Daun Emilia sonchifolia mengandung saponin, flavonoida dan polifenol.

Daun Emilia sonchilolia berkhasiat sebagai peluruh air seni, obat sariawan, batuk

dan obat demam, akarnya berkhasiat sebagai obat mencret. Tempuh wiyang dapat

digunakan untuk mengonati flu, infeksi saluran pernafasan, radang paru-paru,

sakit tenggorokan, sariawan, liver, serta diare (Arisandi, 2013).

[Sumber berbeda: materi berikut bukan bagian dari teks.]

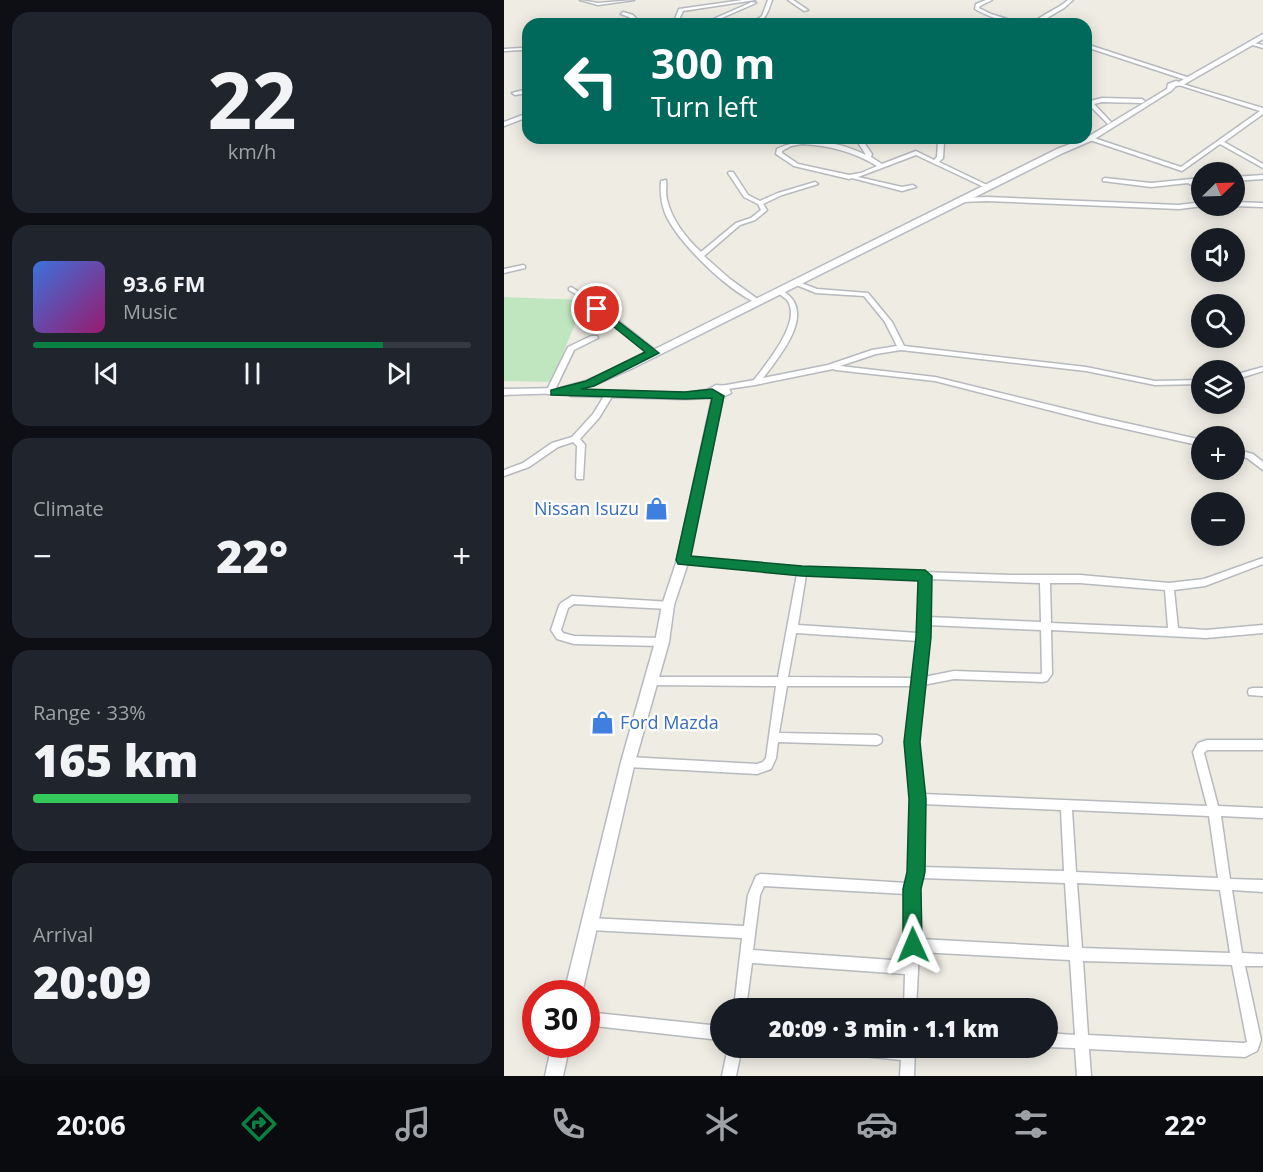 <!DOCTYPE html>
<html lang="en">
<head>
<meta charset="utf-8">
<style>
  :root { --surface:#171b24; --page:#20242c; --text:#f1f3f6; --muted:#9ea1a6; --line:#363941; --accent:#0b8043 }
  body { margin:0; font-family:"Open Sans",sans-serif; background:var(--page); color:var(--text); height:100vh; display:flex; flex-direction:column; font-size:22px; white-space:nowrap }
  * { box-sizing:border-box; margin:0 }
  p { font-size:20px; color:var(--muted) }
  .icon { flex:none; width:33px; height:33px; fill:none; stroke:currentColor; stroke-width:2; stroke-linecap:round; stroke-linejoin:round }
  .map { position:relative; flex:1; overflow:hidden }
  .panel { display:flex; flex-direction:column; gap:12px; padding:12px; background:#0d0f14; width:504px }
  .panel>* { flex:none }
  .hud { position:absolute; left:18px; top:18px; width:570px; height:126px; border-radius:18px; box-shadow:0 3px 15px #0003; background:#00695c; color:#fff; overflow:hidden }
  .needle { width:39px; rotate:67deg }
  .tools { position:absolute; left:687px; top:162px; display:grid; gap:12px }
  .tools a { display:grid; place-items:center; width:54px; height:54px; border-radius:50%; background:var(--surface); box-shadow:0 3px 15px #0003; font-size:30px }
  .speed { position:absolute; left:18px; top:980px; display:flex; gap:12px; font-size:30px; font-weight:700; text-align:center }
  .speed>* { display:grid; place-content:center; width:78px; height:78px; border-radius:50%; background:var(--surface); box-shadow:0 3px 15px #0003; line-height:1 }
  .speed .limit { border:9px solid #d22; background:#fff; color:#111 }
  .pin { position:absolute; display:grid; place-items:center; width:51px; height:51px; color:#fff; margin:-26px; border:3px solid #fff; border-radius:50%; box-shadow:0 2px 6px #0007 }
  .me { position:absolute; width:66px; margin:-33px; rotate:359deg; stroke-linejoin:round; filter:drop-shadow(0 0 4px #0008) }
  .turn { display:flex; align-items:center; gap:21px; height:126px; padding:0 30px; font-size:27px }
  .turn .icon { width:78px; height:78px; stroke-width:2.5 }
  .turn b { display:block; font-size:42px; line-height:51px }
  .big { font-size:45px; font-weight:800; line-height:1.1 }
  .panel .widget { flex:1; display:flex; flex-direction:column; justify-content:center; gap:9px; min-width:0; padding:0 21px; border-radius:18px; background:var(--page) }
  .panel .dial { align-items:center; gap:0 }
  .dial b { font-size:78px; line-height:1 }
  .song { display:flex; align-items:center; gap:18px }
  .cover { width:72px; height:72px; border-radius:9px; background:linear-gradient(135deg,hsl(220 70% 55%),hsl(320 70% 35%)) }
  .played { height:6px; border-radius:3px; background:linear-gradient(90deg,var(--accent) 80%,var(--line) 80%) }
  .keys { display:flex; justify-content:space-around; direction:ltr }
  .heat { display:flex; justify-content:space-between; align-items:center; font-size:33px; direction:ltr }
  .charge { height:9px; border-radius:4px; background:linear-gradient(90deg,#34c759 33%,var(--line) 0) }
  .trip { position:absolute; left:206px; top:998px; width:348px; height:60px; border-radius:30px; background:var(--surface); box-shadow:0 3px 15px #0003; font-weight:800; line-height:60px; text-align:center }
  .dock { display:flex; height:96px; justify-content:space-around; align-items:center; background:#090b0e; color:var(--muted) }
  .dock .icon { width:42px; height:42px }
  .dock .current { color:var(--accent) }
  .dock b { font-size:27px; color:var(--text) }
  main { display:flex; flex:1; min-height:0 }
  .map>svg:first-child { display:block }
  .green { fill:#bfe6bf }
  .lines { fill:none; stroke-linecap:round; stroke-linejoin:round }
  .street-casing { stroke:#b6b9be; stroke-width:3 }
  .secondary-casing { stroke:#b7bac0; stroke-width:3 }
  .street { fill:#fff; fill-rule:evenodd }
  .secondary { fill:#fff; fill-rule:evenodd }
  .route { fill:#0b8043; stroke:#07532c; stroke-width:1.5 }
  .labels { text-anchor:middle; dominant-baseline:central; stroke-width:4.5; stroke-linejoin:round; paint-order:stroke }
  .shop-label { font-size:18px; fill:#366cbe; stroke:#fff; text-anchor:end }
</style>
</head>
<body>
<main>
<section class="panel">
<div class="widget dial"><b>22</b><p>km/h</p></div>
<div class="widget">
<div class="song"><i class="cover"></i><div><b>93.6 FM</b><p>Music</p></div></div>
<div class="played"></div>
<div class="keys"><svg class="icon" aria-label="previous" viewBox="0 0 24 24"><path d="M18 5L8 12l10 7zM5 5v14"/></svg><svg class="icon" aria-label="pause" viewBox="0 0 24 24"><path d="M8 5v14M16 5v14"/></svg><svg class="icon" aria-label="next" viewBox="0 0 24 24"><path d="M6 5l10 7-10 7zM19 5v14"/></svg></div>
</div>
<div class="widget"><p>Climate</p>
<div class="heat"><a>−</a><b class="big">22°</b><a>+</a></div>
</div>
<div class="widget"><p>Range · 33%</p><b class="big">165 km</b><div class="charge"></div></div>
<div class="widget"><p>Arrival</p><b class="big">20:09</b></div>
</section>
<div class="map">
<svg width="759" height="1076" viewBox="0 0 759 1076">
  <rect width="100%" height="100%" fill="#eeece3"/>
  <path class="green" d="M0,297l81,3 -34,82 -47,-1z"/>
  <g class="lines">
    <defs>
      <path id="street" d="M76,0l18,3 36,-3 -36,5z
        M239,0h12l-72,11 -6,13h-4l6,-15z
        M264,0h4c-4,12 -7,24 -22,24l12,-8z
        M284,0h5l15,10 -4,1z
        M482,0h6l-12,6 -1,2 12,6 32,10c-16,0 -33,-7 -48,-15l1,-5z
        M564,0h5l-9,8 -27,16h-5c10,-10 25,-14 36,-24z
        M248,2l4,1 -48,21h-6z
        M119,12l10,3 8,9h-5l-7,-7 -8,-3z
        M745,42l14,3v3l-14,-4z
        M582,44l104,34 1,1 -5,1 -100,-33z
        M17,48l2,1v1l-19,1v-2z
        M675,83l84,25v6l-39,28 39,22v4l-43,-24 -38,27 -98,-33h2v-3l2,1 93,31 79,-56 -81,-26z
        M24,89v4l-13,2 -3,-2z
        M598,98l40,1 3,2 -3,2 -40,-1 -8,2 16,17 1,1 -3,2 -19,-19 -3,1v-4z
        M24,113v4l-24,9v-4z
        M351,138h6l11,16 -1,3 11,7 34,-13 18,9 3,-3 1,-16 3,-3h7l-4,4 -1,16 -4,4 52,25 -5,1 -70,-33 -58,22 44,10 11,-2 3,2 -14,4 -50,-13 -3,1 -55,-13 -18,-12 1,-5c28,-14 62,-7 89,6zM298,144c27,1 52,8 75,22l-16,7 -12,2 -51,-11 -16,-11v-2l9,-5z
        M225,172h4l15,23 12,6 18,-8 37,-11 3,2 -36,11 -19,9 4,6 -1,1 -11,9 -15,5 -36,31 26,23 29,21v2l-2,1c-29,-12 -80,-61 -92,-90 -4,-11 -5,-20 -4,-32l5,-1c1,6 -1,13 1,19 4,20 19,39 34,53l35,-29 15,-5 10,-8 -3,-6 -14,-7 -16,-24z
        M759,175v4l-29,2v-4z
        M601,178l46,5 51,-5v4h-7l7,8v8l-9,-12 -5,-3 -37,4 -48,-6v-2z
        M483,197l192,8 23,-3v4h1l-24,3 -192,-8 -25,1 -3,-2 3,-2z
        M730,202l29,1v4l-30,-1h1z
        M19,265l2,1v2l-21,5v-4z
        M292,281l21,8 51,4 24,29 12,24 182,21 69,14 47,-1v4l-47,1 -69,-14 -185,-21 -25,4 -36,12 95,11 164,40 103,23v6l-103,-23 -164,-42 -99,-11 -3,-1 -78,16 -34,5 -1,-2 1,-2 33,-6c12,-16 49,-59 33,-80 -3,-3 -8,-6 -11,-9l3,-2c41,19 2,66 -16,89l65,-13 44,-15 25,-4 -12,-24 -21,-26 -48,-3 -22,-9 -1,-1z
        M67,287l21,13 64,51v4h-6l-62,-53 -19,-12v-2z
        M87,336h6l1,2 -24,12 -20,42 -1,2h-6l-1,-2 22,-45z
        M759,367v4l-29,9v-5z
        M102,393h3l4,2 -14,23 -19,21 5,6 -2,34h-6l-1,-2 1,-31 -4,-4 -15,5 -29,20 -25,9v-6l19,-7 29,-20 20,-6 21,-23z
        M730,449l19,5 10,8v8l-16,-12 -13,-3z
        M179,557l119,11 209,7h69l89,8 35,-4 59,-21v6l-58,22 -31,4 4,38 28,2 57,-5v8l-57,5 -155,-8 1,44 -5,7 -4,1 -89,-3 -31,6 -6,57 6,52 284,12 -14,-54 5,-9 9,-3h56v10h-56l-3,3 14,53 45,2v10l-42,-2 9,63 33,1v12l-31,-2 10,63 21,1v12h-18l16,74 -4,11 -12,6 -156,-8 2,27h-14l-2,-28 -28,-1v-14l28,2 -5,-75 -151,-8 -3,56h-12l1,-34 -153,-11 -6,45h-12l8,-70 -152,-8 -4,-2 -2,-4 2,-4 4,-2 154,8 4,-31 8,-19 4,-2 147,9 3,-11 2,-73 -5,-57 6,-56h-126l-8,47 98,2 4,2 1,3 -1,3 -4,2 -99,-3 -2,16 -5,11 -14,5 -129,-7 -4,-2 -1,-3 1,-3 4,-2 129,7 6,-2 3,-4 10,-72 -126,-1 -4,-1 -1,-3 1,-3 4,-1h128l19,-103 -114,-11 -3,-1 -2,-2 2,-2zM302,575l114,4 -2,54 -120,-8zM426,579l110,4 1,39 -113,-5zM546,583h30l85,7 3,38 -117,-5zM424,625l113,5 1,43 -1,1 -87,-3 -30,6zM292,633l122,8 -4,37 -126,-1zM419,804l138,6 3,61 -142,-4zM568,810l137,6 9,62 -142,-6zM417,878l144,5 4,64 -150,-8 -1,-50zM573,883l143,7 10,63 -148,-5zM260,886l142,8v67l-153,-11 7,-55zM579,961l149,4 15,77 -3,1 -156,-8z
        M68,596l99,6 2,3 -2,3 -3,1 -94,-5 -6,4 -7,22 2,3 11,3 88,2 3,1 2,3 -2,3 -3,1 -88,-2 -17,-5 -6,-9 8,-24 2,-3z
        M749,688h10v8l-14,-1 -1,-3 1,-3z
        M82,1012l134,14v14l-134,-15z
        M224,1047h14l-6,29h-14z
        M333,1047h78l-1,29h-14l1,-16 -57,-6 -5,-2z"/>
      <path id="secondary" d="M759,34v5l-80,46 -7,1 -5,5 -78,49 -30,13 -430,215 -39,17 -18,5 109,3 22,-3 9,-5 12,1 3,7 -8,4 -34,163 -15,45 -5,37 -34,120 -53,231h-18l57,-231 34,-120 7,-37 15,-45 35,-162 -27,1 -114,-3 -5,-3 -62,2v-6l56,-1 26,-7 39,-17 432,-215 29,-11 81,-49 1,-5 8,-3 3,1z
        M48,1044h18l-7,32h-18z"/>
    </defs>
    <use href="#street" class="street-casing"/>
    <use href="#secondary" class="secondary-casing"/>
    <use href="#street" class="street"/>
    <use href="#secondary" class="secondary"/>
  </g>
  <path class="route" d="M93,305l62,48 -65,33 -13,3 104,3 27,-3 12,7 -33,160 111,10 123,4 7,6 -1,61 -11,105 6,57 -1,73 -4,17 1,56 -3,7 -6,2 -7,-2 -3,-7v-56l4,-17 2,-73 -5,-57 12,-105 2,-56 -116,-5 -124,-12 -2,-4 36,-162 -27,1 -134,-4v-5l35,-9 59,-29 -51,-41v-5z"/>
  <defs>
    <symbol id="shop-bare" viewBox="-9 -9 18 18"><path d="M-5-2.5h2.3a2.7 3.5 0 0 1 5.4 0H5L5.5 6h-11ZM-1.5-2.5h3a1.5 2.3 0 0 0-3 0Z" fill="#3f7fe0" stroke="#fff" stroke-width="2.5" paint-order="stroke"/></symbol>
  </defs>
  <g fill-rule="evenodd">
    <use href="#shop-bare" x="136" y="492" width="33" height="33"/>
    <use href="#shop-bare" x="82" y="706" width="33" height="33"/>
  </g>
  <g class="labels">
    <g class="shop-label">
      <text x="135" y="508">Nissan Isuzu</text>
      <text x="116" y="722" text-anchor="start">Ford Mazda</text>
    </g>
  </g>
</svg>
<div class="tools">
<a><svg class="needle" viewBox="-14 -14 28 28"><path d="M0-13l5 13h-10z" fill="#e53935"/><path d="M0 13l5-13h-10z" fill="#9ea1a6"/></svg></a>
<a><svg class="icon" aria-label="sound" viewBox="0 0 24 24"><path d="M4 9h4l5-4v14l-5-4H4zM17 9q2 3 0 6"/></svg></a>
<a><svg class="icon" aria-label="search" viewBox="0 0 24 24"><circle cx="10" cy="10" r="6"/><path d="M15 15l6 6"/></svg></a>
<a><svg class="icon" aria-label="layers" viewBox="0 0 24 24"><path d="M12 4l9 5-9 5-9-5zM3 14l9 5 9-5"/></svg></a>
<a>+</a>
<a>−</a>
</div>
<div class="speed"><div class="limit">30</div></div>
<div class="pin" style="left:93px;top:309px;background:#d93025"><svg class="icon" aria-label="arrive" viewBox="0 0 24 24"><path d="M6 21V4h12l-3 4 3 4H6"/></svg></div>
<svg class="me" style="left:409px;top:945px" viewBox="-20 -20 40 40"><path d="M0-17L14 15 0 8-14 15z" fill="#0b8043" stroke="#fff" stroke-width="4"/></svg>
<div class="trip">20:09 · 3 min · 1.1 km</div>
<div class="hud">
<div class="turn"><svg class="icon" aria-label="left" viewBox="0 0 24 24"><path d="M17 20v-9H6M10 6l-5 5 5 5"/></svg><div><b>300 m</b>Turn left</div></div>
</div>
</div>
</main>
<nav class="dock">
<b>20:06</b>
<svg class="icon current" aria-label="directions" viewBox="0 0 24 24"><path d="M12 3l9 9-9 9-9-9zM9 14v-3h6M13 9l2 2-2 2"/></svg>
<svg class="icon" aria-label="music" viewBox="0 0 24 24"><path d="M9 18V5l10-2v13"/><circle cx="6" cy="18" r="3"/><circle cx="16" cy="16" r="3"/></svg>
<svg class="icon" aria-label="phone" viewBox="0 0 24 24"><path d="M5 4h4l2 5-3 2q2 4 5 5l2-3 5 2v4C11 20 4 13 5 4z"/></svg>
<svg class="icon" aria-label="climate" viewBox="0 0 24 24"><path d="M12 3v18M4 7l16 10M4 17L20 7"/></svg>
<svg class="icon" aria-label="car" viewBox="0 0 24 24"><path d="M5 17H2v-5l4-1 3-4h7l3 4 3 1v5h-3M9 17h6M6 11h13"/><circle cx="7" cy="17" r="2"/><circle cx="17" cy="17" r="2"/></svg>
<svg class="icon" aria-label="filters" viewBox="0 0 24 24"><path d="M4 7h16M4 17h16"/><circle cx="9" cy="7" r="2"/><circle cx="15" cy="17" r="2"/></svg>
<b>22°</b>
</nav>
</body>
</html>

4.1.6 Meniran (Phyllanthus niruri)

Gambar 6. Meniran (Phyllanthus ninuri)


a. Klasifikasi

Tumbuhan Meniran (Phyllanthus niruri, L.) memiliki klasifikasi menurut

Neli Suryana (2013) adalah sebagai berikut:

Kerajaan : Plantae

Divisi : Magnoliophyta

Kelas : Magnoliopsida

Bangsa : Euphorbiales

Suku : Euphorbiaceae23

Marga : Phyllanthus

Jenis : Phyllanthus niruri, L.

b. Morfologi

Morfologi meniran menurut Dalimarta (2013) adalah sebagai berikut :

Akar : Tanaman ini memiliki akar serabut yang berwarna coklat.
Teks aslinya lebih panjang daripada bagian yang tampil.